In a New York season awash in revivals taking us back to past eras of American life, Bethany is a refreshingly timely look at present day America. With America Ferrera in the leading role, this Off-Broadway premiere also boasts a star with considerable box office appeal (most notably as the far from ugly Ugly Betty. She happens to be terrific.
While Bethany is billed as a dark comedy and does have its share of laughs, this behind the headlines look at the fallout of long-term unemployment and a newly impoverished and often homeless middle class is very dark and depressing indeed. Actually, it's essentially a morality tale, using the stresses of the Great Recession with it's all too close resemblance to the Great Depression, to explore how desperation can make us act in ways contrary to what we know to be the right thing. But being a playwright and not a preacher, Ms. Marks has fashioned her story as a thriller and she does indeed ratchet up tension and suspense.

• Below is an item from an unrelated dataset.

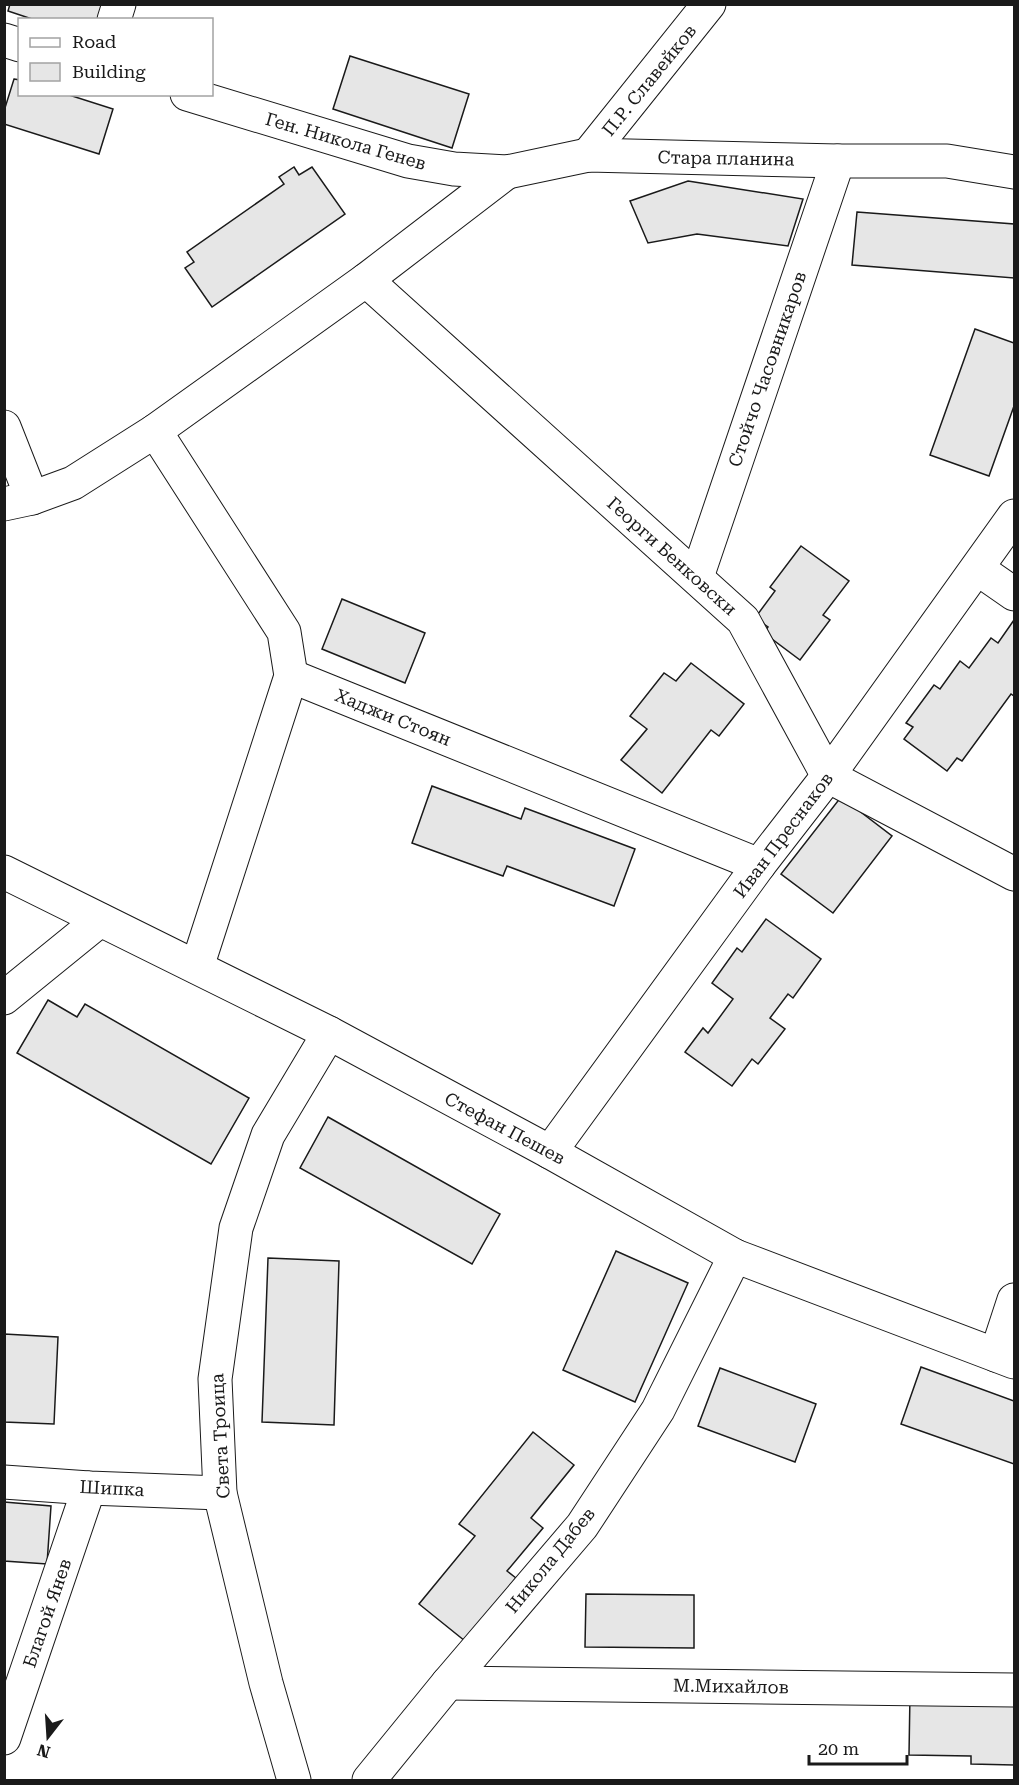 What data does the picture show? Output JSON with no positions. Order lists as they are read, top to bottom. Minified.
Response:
{"streets":{"street":["П.Р. Славейков","Ген. Никола Генев","Стара планина","Стойчо Часовникаров","Георги Бенковски","Хаджи Стоян","Иван Преснаков","Стефан Пешев","Света Троица","Шипка","Никола Дабев","Благой Янев","М.Михайлов"]},"crossings":[["П.Р. Славейков","Стара планина"],["Ген. Никола Генев","Стара планина"],["Стара планина","Стойчо Часовникаров"],["Стойчо Часовникаров","Георги Бенковски"],["Георги Бенковски","Иван Преснаков"],["Хаджи Стоян","Иван Преснаков"],["Иван Преснаков","Стефан Пешев"],["Стефан Пешев","Света Троица"],["Стефан Пешев","Никола Дабев"],["Света Троица","Шипка"],["Шипка","Благой Янев"],["Никола Дабев","М.Михайлов"]],"legend":["Road","Building"],"scale_bar":"20 m","north":"bottom"}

The basic setup has the earmarks of a totally unbelievable story line: Two strangers — Crystal, the very average, attractive single mom and Gary, the oddball loner with an anti-everything philosophical bent, have both staked out an foreclosed house in which the lights are still running as a temporary shelter. Instead of getting out of there as fast as her high heeled red shoes can carry her, Crystal chooses to believe Gary's assurance that he's not dangerous and stays as his housemate.In fact, she relies on him to help her carry out her desperate scheme to regain custody of her child.
Crystal's plan involves her making the empty house look occupied in time for a visit from a social worker who will or will not sign off on the return of her daughter. With abundant real life stories of people indeed becoming squatters in abandoned houses, living in cars, shelters, motels it is sadly not totally beyond belief that a middle class woman like Crystal could find herself homeless and that long-term hobo types like Gary, would seize on the foreclosure situation as a means of living indoors. Nevertheless, Bethany does require some willingness to suspend disbelief.

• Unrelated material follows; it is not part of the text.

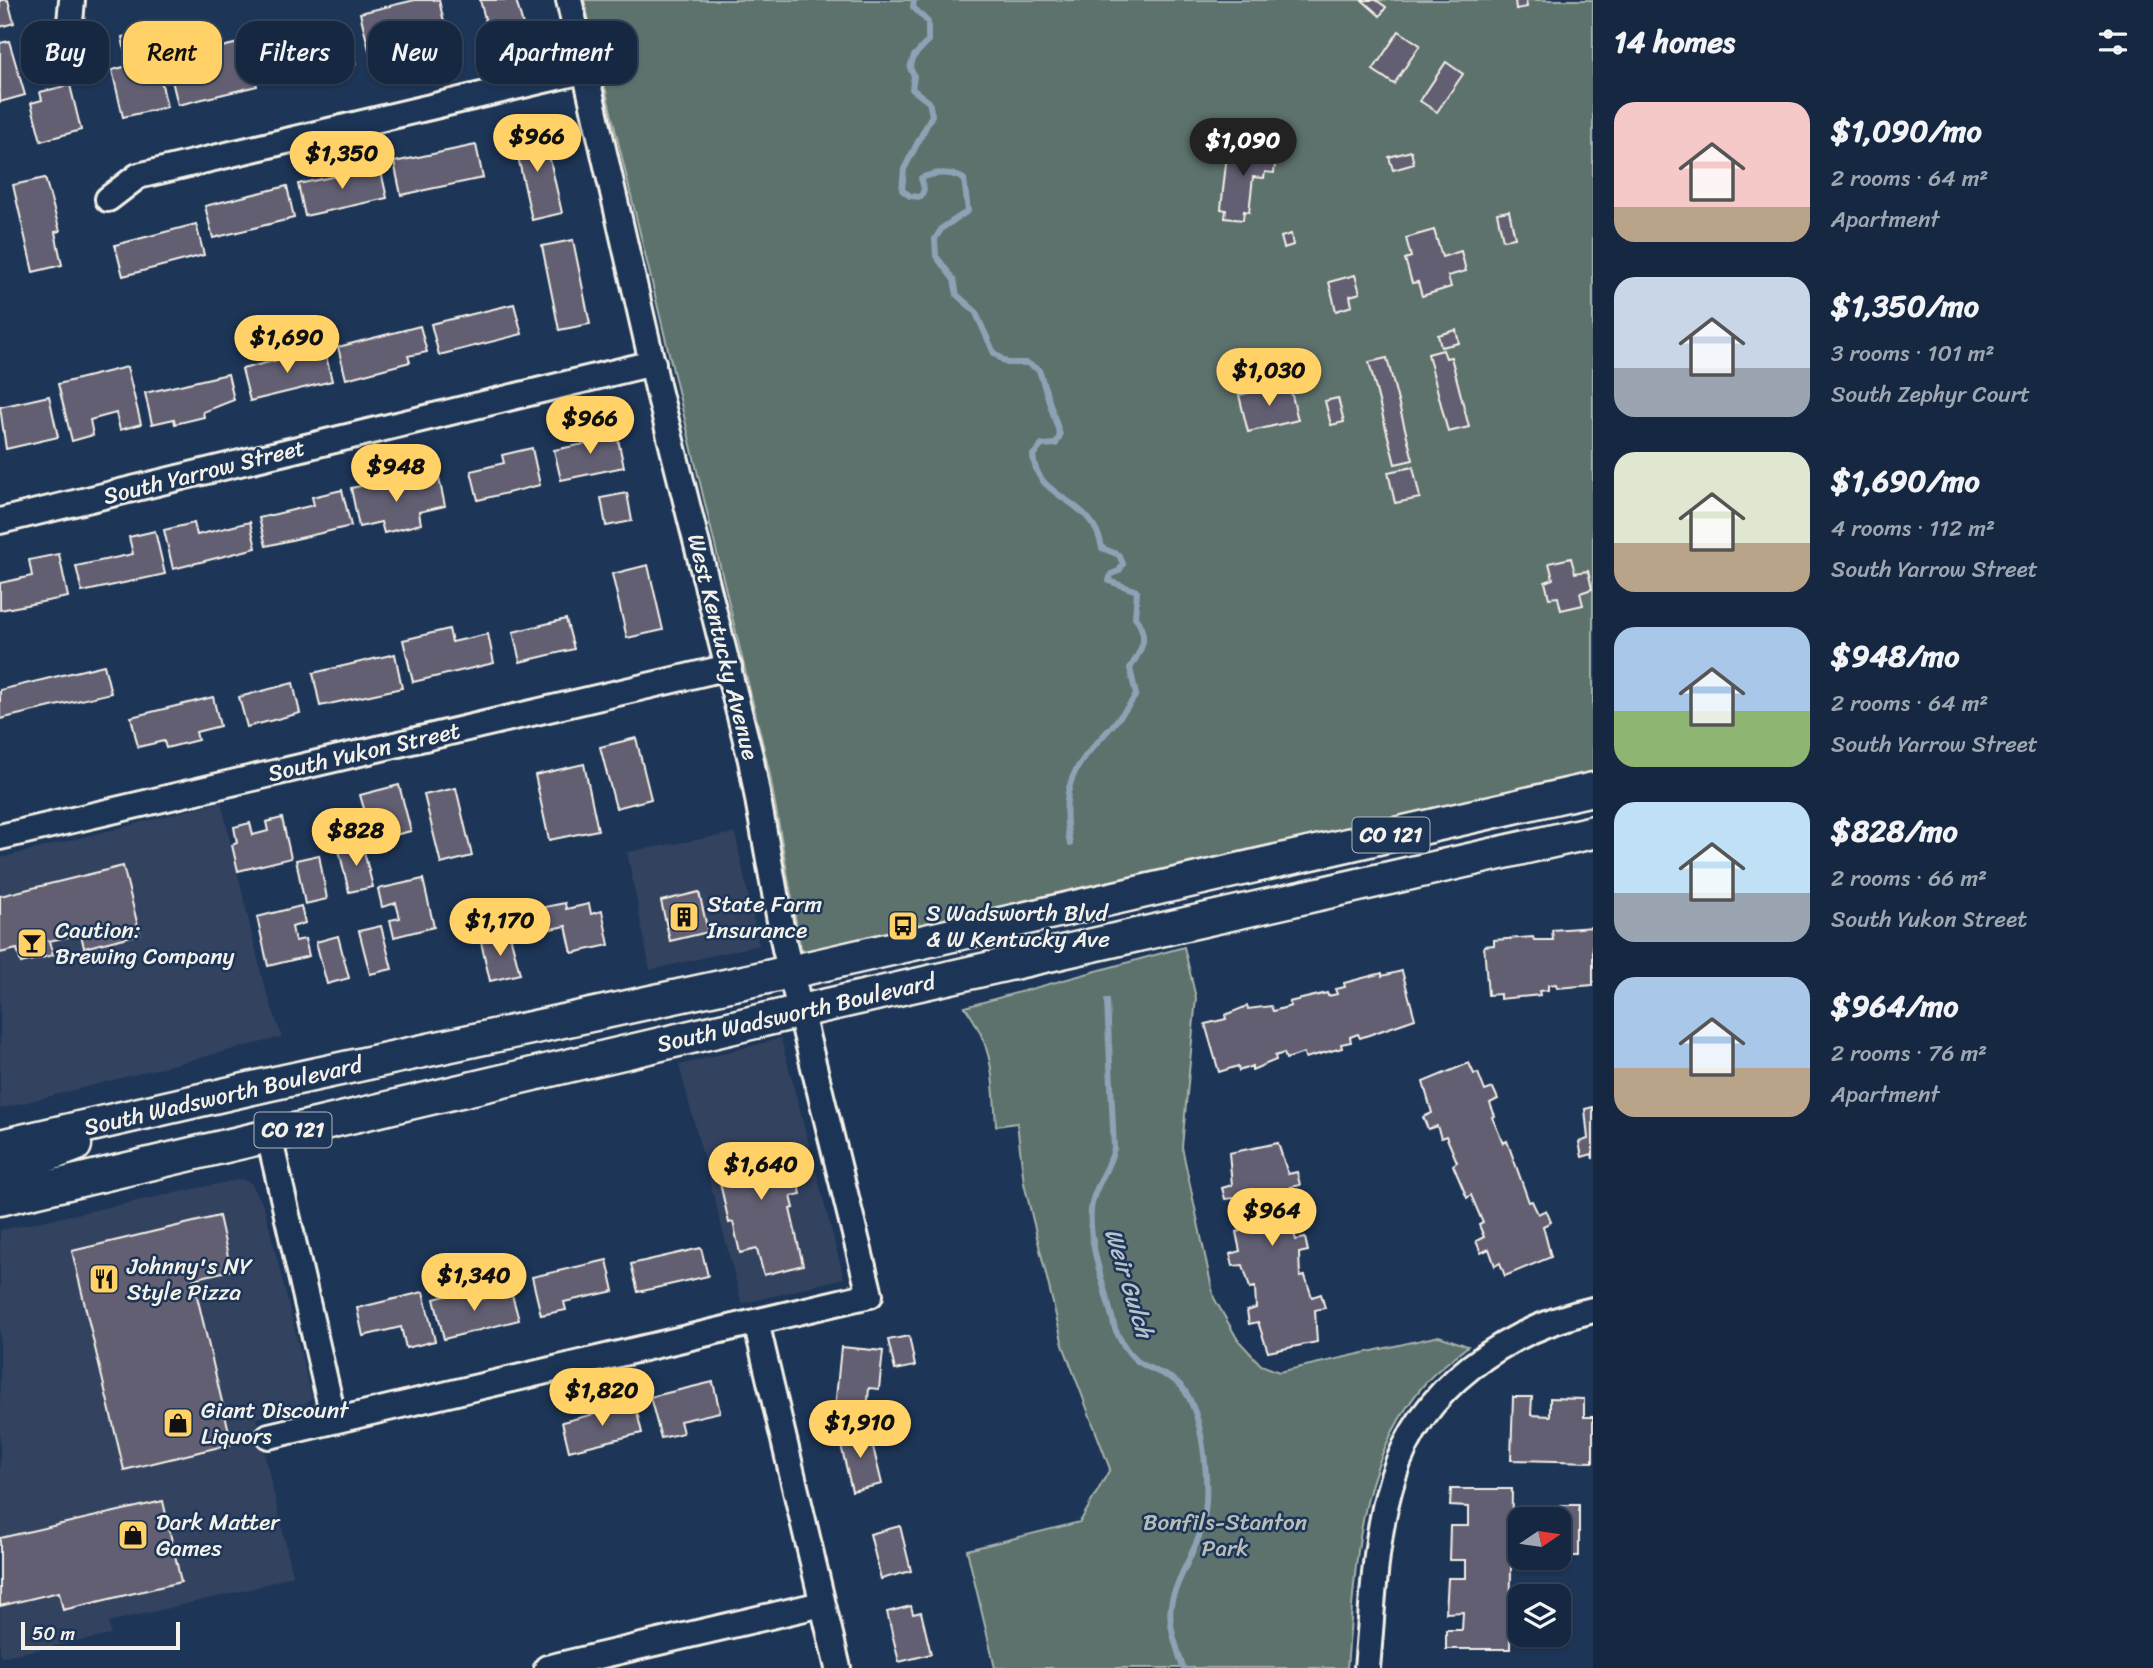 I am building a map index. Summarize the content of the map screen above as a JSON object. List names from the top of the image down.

Lauren Helpern's two-tiered but basically all in one set allows the action to shift between the kitchen of the foreclosed house that Crystal and Gary occupy and the Saturn car dealership where she works, as well as a platform for several audience addressing monologues by Charlie (Ken Marks) the motivational speaker who's also her most promising customer for a big sale. The kitchen area which dominates the stage is furnished with the usual nuts and bolts counters, cabinets and appliances. However, it has no walls except for a sliding door and a window with a back panel with images of the empty surrounding houses to suggest the once populate development. The other interactions take place on an unfurnished area a step below. Costume, sound and lighting designers have also done good work.
There's plenty to maitain nonstop tension and suspens about how everything will turn out. For starters there's the question of whether Gary is really harmless. Then there's Charlie (Ken Marks-- the same last name is no coincidence. He and the playwright are married) the motivational speaker and potential source for a much needed hefty commission. His speeches and the way he comes on to Crystal somehow makes your skin crawl whenever he's on stage. Gary is strange, but the well dressed and apparently successful Charlie is Mr. Creep big time.

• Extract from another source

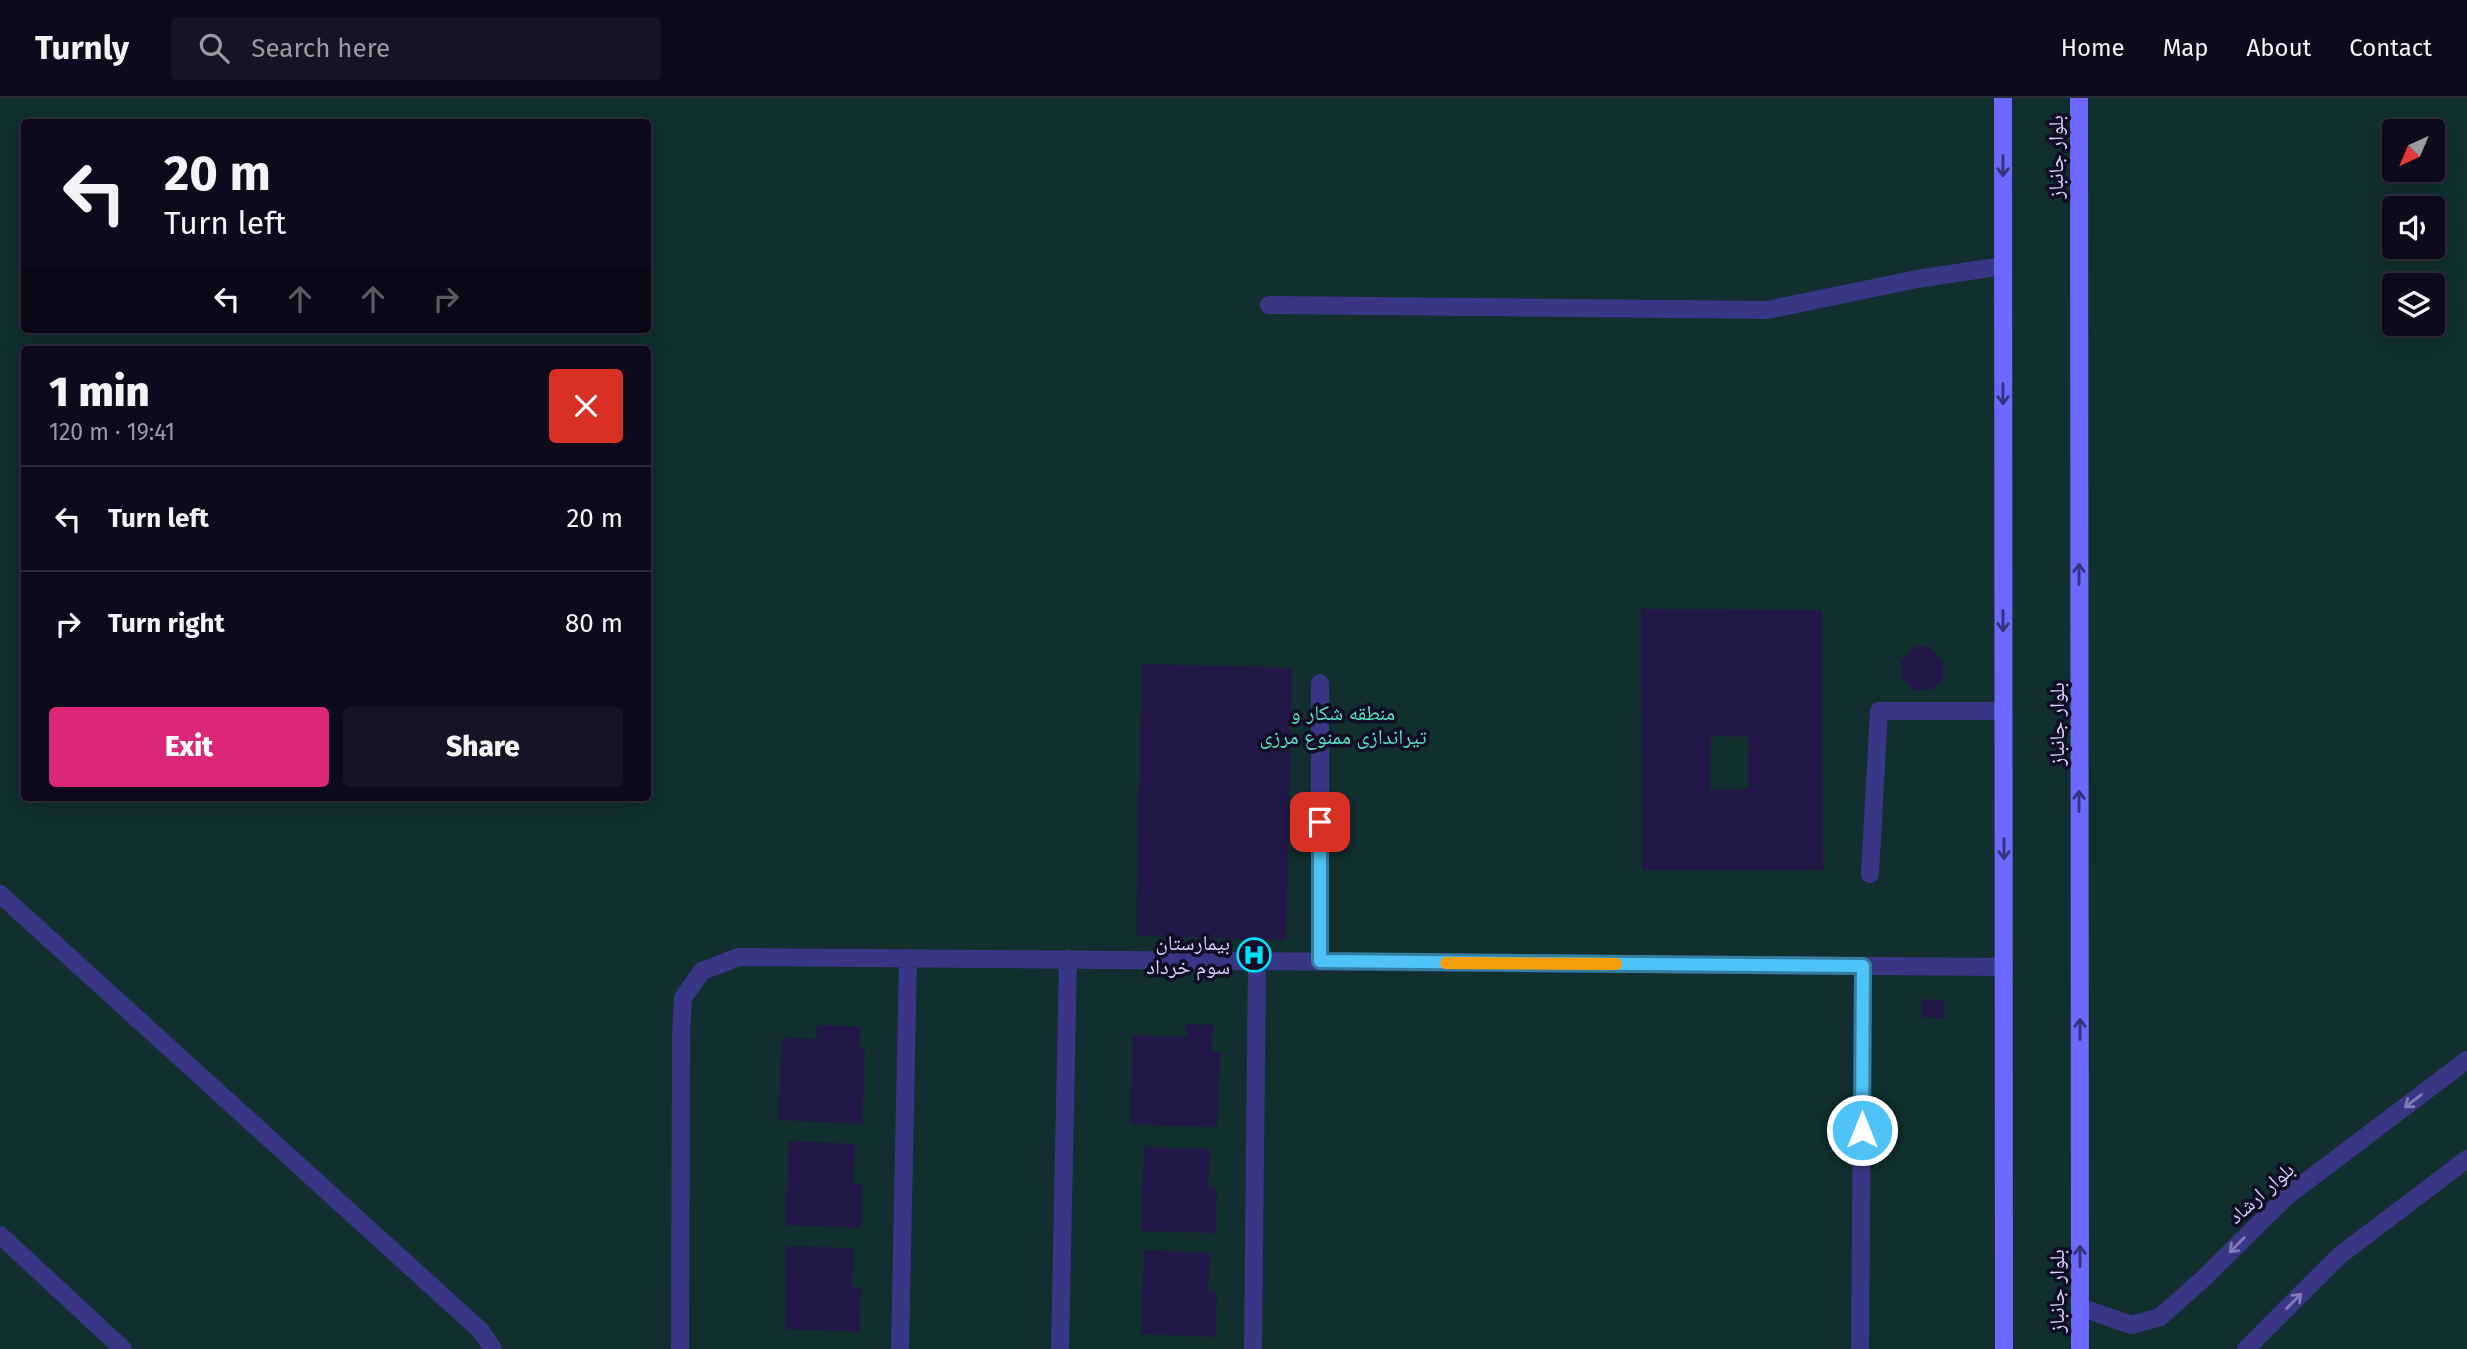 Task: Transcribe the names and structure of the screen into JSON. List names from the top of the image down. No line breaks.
{"streets":{"main road":["بلوار جانباز"],"street":["بلوار ارشاد"]},"crossings":[["بلوار جانباز","بلوار ارشاد"]],"parks":["منطقه شکار و تیراندازی ممنوع مرزی"],"places":{"hospital":["بیمارستان سوم خرداد"]},"north":"bottom left","page":{"header":"Turnly","search":"Search here","nav":["Home","Map","About","Contact"],"turn":["20 m","Turn left"],"heading":["1 min","120 m · 19:41"],"list":[{"name":"Turn left","value":"20 m"},{"name":"Turn right","value":"80 m"}],"buttons":["Exit","Share"]}}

Adding to the the play's edge-of-the-seat elements, there's Crystal's obnoxious supervisor Shannon (Emily Ackerman) to make her life even more difficult and the visits of Toni (Myra Lucretia Taylor), the over worked social worker. Is she really going to buy into Crystal's facade of having arranged a safe home for her child?
As directed by Gaye Taylor Upchurch the various tensions are built at just the right pace. and the actors allowed to make the most of silent as well as spoken moments. Ferrera, as already mentioned, is terrific in the exhausting, always on role of the desperate young woman whose super sales skills haven't kept her from falling into the American Dream-turned-nightmare abyss.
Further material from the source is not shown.